## Work instructions
Using the records below, locate all lines containing "which" and return them.

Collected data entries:
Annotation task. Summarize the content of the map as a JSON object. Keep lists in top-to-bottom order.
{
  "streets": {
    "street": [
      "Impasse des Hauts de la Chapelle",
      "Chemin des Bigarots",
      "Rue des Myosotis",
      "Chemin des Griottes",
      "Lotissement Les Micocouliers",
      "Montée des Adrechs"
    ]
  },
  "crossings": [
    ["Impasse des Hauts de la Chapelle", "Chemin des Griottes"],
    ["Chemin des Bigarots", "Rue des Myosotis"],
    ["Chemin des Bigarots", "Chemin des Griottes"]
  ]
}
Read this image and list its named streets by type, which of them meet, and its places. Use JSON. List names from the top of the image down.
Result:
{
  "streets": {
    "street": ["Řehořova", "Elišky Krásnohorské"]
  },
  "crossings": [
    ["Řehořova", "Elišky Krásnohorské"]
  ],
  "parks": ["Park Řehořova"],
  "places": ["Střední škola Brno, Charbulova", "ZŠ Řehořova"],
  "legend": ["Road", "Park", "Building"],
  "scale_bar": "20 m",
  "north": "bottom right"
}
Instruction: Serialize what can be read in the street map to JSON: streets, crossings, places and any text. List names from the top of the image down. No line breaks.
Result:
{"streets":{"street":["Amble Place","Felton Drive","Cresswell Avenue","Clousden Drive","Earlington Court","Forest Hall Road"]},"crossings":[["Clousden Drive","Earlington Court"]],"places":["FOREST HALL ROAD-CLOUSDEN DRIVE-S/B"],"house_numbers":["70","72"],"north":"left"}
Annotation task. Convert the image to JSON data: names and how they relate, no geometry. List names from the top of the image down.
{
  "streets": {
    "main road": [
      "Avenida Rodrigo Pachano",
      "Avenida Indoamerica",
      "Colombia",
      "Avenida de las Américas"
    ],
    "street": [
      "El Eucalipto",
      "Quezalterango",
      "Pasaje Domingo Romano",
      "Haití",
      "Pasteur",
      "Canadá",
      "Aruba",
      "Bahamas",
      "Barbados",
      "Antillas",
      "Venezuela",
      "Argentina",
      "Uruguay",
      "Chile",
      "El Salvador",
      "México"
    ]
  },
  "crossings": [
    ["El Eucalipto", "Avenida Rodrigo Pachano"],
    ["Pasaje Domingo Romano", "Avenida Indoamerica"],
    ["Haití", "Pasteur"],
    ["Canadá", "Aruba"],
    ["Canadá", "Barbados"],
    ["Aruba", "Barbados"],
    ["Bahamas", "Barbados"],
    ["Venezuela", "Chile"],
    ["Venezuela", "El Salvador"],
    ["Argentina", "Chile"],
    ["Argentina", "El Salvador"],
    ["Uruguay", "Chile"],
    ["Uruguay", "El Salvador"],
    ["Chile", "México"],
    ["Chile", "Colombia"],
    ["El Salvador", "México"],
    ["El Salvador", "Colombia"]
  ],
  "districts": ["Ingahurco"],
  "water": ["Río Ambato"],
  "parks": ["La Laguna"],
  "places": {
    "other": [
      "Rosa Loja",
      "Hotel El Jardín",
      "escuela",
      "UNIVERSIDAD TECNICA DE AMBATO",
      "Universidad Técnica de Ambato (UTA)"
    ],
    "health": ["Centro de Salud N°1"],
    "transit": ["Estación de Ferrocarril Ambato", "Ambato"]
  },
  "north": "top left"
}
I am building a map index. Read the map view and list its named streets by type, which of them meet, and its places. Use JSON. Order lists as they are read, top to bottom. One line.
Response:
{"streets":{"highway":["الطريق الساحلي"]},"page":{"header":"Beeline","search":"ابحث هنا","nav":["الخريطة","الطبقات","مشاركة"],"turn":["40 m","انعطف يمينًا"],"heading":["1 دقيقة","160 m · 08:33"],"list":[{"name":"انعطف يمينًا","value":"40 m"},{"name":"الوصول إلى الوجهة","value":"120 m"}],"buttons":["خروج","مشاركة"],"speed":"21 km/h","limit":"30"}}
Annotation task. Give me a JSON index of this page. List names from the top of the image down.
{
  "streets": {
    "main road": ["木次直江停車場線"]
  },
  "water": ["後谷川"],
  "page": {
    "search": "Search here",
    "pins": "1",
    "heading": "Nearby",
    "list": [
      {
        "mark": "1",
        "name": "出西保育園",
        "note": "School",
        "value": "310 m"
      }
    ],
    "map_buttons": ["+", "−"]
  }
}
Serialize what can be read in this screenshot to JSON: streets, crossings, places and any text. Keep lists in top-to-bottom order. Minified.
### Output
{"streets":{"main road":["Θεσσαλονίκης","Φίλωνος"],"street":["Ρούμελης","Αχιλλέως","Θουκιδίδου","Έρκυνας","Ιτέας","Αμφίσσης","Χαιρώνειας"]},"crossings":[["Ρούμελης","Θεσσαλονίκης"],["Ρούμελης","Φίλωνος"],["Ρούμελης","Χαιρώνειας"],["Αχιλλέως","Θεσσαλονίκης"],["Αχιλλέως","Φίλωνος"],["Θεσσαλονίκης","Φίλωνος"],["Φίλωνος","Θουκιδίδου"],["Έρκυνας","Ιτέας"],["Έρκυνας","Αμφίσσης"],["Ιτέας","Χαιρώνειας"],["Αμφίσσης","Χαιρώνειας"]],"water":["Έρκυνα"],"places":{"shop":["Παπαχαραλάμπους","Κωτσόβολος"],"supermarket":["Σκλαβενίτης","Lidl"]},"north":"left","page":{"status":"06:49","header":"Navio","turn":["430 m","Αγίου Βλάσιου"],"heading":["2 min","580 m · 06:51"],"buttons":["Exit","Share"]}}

## Your response
Read this image and list its named streets by type, which of them meet, and its places. Use JSON. List names from the top of the image down.
I am building a map index. Read the map view and list its named streets by type, which of them meet, and its places. Use JSON. Order lists as they are read, top to bottom. One line.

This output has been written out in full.